En passant

Les Chats de Jacques Sternberg

Micro nouvelle tirée de ses « 188 contes à régler »

On s’était si souvent demandé, et depuis longtemps, à quoi les chats pouvaient bien penser.

Chats Rigolos Mis Illustration De Dessin Animé | Vecteur Premium

Tapis au plus profond de leur solitude, enroulés autour de leur chaleur, comme rejetés dans une autre dimension » distants, méprisants » ils avaient l’air de penser, certes.

Mais à quoi ?

Les hommes ne l’apprirent qu’assez tard. Au XXIe siècle seulement. Au début de ce siècle, en effet, on constata avec quelque étonnement que plus aucun chat ne miaulait. Les chats s’étaient tus. On n’en fit pas un drame. En fin de compte, les chats n’avaient jamais été tellement bavards : sans doute ne trouvaient-ils vraiment plus rien à dire à présent.

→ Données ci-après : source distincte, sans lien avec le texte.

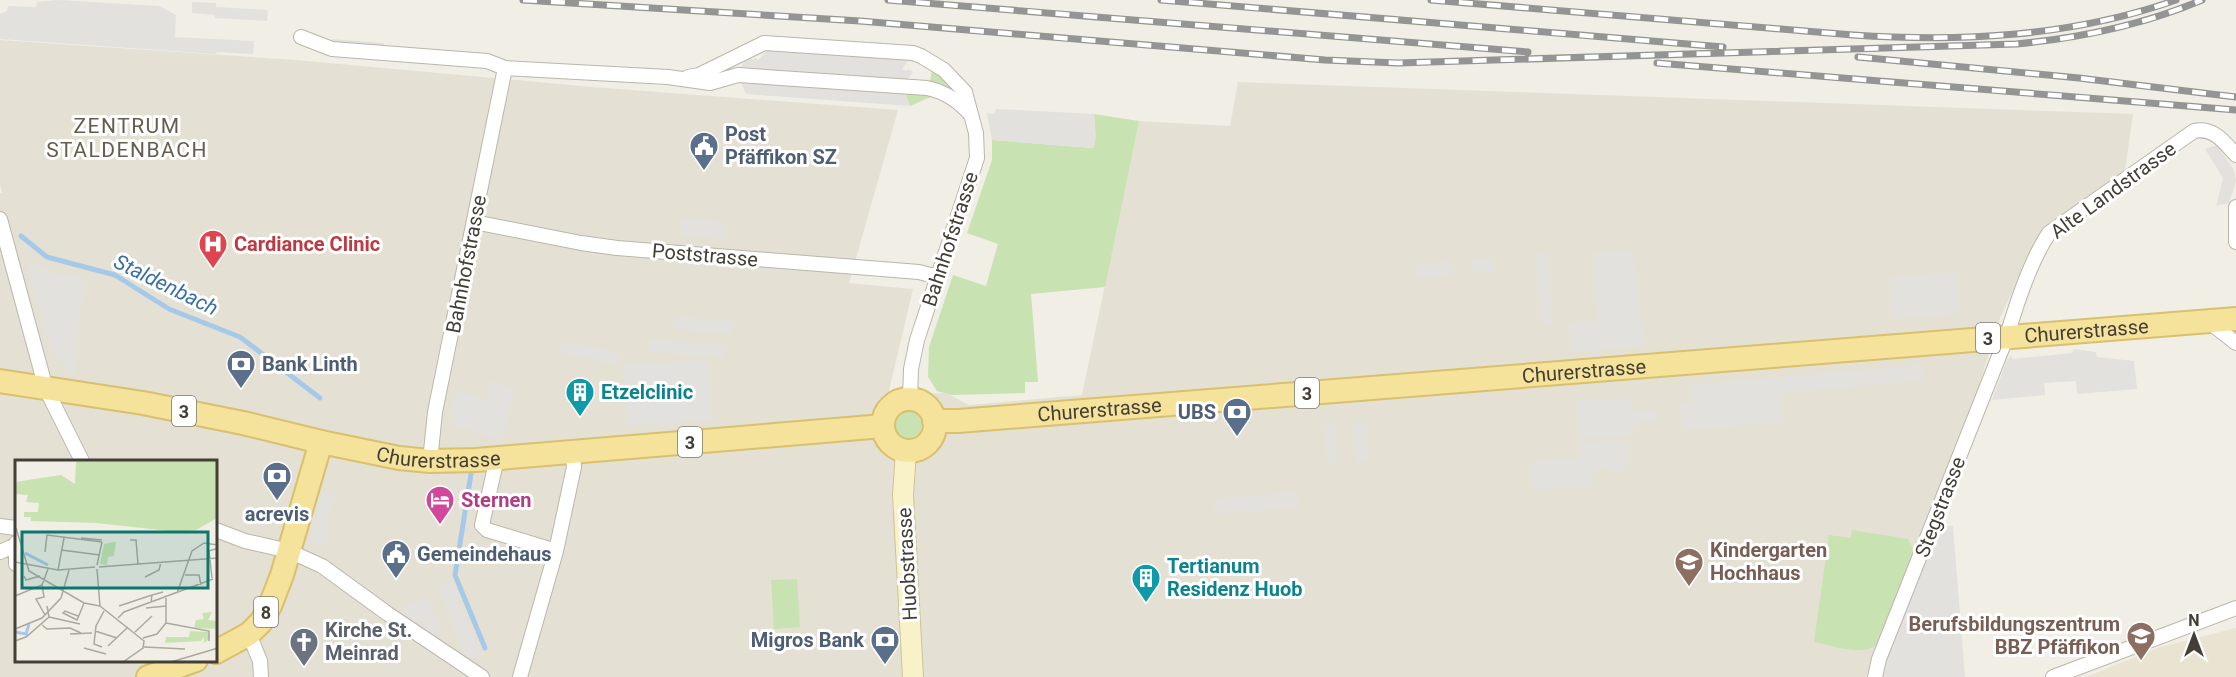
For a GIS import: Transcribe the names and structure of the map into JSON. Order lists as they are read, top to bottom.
{
  "streets": {
    "main road": ["Churerstrasse", "3", "8"],
    "street": [
      "Alte Landstrasse",
      "Bahnhofstrasse",
      "Poststrasse",
      "Stegstrasse",
      "Huobstrasse"
    ]
  },
  "crossings": [
    ["Alte Landstrasse", "Churerstrasse"],
    ["Alte Landstrasse", "Stegstrasse"],
    ["Bahnhofstrasse", "Poststrasse"],
    ["Bahnhofstrasse", "Churerstrasse"],
    ["Bahnhofstrasse", "Huobstrasse"],
    ["Churerstrasse", "Stegstrasse"],
    ["Churerstrasse", "Huobstrasse"],
    ["Churerstrasse", "8"]
  ],
  "districts": ["ZENTRUM STALDENBACH"],
  "water": ["Staldenbach"],
  "places": {
    "public building": ["Post Pfäffikon SZ", "Gemeindehaus"],
    "hospital": ["Cardiance Clinic"],
    "bank": [
      "Bank Linth",
      "UBS",
      "acrevis",
      "Migros Bank"
    ],
    "building": ["Etzelclinic", "Tertianum Residenz Huob"],
    "hotel": ["Sternen"],
    "school or university": ["Kindergarten Hochhaus", "Berufsbildungszentrum BBZ Pfäffikon"],
    "church": ["Kirche St. Meinrad"]
  },
  "north": "top"
}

Puis, plus tard, on releva un autre fait. Plus singulier celui-là, beaucoup plus singulier, les chats ne mouraient plus. Quelques-uns mouraient évidemment par accident, écrasés par un véhicule, le plus souvent; ou emportés en bas âge par quelque maladie purement pernicieuse. Mais les autres évitaient la mort, lui échappaient, comme si cette fatale échéance n’avait plus existé pour eux.

Cette énigme, personne ne la perça jamais.

Leur secret était simple, pourtant. Les chats depuis qu’ils vivaient sur terre n’étaient jamais sortis de leur indolence native pour accomplir, comme les hommes, mille petits tours savants. Ils avaient toujours laissé les hommes s’occuper de leur sort, leur procurer la nourriture, le confort et la chaleur artificielle. Eux, libérés de tout, avaient toujours vécu dans une sorte d’hibernation idéale, bien dosée, parfaitement mise au point, ne songeant qu’à mieux se concentrer, douillettement lovés dans leur bien-être. Les chats avaient eu beaucoup de temps pour penser. Ils avaient beaucoup pensé.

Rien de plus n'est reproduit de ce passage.